Task goal:
Please report each line of the data below that contains "relate".

Saved entries:

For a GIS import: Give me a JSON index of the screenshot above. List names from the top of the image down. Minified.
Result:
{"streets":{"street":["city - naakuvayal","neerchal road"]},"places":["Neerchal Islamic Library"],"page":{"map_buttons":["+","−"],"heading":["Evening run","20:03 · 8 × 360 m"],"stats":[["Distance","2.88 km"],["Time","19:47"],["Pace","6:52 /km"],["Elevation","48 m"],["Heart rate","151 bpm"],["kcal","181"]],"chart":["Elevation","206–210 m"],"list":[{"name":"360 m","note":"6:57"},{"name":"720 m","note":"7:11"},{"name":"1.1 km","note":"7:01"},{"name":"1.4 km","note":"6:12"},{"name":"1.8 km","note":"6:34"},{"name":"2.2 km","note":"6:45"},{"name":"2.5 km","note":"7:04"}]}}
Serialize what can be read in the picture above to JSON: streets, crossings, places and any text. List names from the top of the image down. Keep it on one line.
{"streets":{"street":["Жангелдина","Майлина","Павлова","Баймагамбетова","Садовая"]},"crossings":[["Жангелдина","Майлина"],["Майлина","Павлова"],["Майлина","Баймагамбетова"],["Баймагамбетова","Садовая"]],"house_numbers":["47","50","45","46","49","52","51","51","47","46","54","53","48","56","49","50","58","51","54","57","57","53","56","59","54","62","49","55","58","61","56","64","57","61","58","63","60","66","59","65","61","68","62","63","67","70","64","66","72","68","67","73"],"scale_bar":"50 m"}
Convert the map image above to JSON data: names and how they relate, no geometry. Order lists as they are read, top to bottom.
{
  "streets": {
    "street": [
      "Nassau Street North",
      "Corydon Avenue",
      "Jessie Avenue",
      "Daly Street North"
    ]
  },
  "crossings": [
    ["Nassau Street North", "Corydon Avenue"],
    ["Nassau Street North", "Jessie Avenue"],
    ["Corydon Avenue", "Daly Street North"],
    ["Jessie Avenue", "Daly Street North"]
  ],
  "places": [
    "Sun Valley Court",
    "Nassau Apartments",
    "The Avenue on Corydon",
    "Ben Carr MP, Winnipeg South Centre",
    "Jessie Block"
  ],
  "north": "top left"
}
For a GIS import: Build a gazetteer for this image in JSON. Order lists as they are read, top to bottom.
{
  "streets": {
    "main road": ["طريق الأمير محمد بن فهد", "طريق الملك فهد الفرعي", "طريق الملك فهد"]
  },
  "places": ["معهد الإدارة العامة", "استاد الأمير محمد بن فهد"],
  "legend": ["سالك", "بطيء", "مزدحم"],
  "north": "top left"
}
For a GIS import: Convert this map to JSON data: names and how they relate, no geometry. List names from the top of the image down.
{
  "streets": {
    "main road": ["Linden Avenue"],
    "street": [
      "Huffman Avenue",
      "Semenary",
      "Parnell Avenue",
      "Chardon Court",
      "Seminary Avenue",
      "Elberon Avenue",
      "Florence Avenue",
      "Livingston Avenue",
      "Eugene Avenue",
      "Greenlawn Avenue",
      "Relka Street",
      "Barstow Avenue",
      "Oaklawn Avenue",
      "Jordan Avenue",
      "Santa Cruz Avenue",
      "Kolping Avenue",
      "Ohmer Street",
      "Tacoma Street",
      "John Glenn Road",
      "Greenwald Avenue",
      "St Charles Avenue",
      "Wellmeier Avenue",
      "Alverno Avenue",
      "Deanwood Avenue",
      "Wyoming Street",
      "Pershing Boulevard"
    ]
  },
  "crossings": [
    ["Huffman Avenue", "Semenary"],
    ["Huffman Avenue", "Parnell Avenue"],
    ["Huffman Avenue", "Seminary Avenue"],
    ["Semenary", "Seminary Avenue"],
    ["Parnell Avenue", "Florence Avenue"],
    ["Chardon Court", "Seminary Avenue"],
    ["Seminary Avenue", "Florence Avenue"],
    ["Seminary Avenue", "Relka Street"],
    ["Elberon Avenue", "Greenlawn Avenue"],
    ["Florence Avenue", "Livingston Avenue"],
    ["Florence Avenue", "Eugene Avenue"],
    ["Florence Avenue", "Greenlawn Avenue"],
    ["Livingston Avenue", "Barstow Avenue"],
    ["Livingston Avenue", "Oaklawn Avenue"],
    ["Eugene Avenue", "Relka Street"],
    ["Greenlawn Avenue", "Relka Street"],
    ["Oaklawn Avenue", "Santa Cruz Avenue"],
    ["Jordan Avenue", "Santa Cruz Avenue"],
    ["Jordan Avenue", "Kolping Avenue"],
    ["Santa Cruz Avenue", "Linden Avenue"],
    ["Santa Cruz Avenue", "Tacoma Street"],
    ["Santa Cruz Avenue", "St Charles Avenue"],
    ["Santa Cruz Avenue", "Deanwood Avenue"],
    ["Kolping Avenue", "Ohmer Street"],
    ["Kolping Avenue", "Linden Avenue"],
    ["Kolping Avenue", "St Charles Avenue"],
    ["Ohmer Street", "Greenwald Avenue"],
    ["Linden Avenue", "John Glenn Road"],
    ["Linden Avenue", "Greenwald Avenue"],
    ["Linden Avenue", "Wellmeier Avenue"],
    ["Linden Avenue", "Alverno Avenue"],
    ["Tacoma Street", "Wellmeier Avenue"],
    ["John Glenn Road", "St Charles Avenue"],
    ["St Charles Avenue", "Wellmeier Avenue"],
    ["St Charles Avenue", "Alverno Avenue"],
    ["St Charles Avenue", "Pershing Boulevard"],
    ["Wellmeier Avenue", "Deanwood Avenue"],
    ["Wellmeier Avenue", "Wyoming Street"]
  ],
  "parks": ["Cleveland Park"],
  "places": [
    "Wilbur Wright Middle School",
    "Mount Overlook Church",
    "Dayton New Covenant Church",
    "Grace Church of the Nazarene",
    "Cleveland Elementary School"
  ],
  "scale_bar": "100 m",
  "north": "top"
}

Solution for this problem:
Convert the map image above to JSON data: names and how they relate, no geometry. Order lists as they are read, top to bottom.
For a GIS import: Convert this map to JSON data: names and how they relate, no geometry. List names from the top of the image down.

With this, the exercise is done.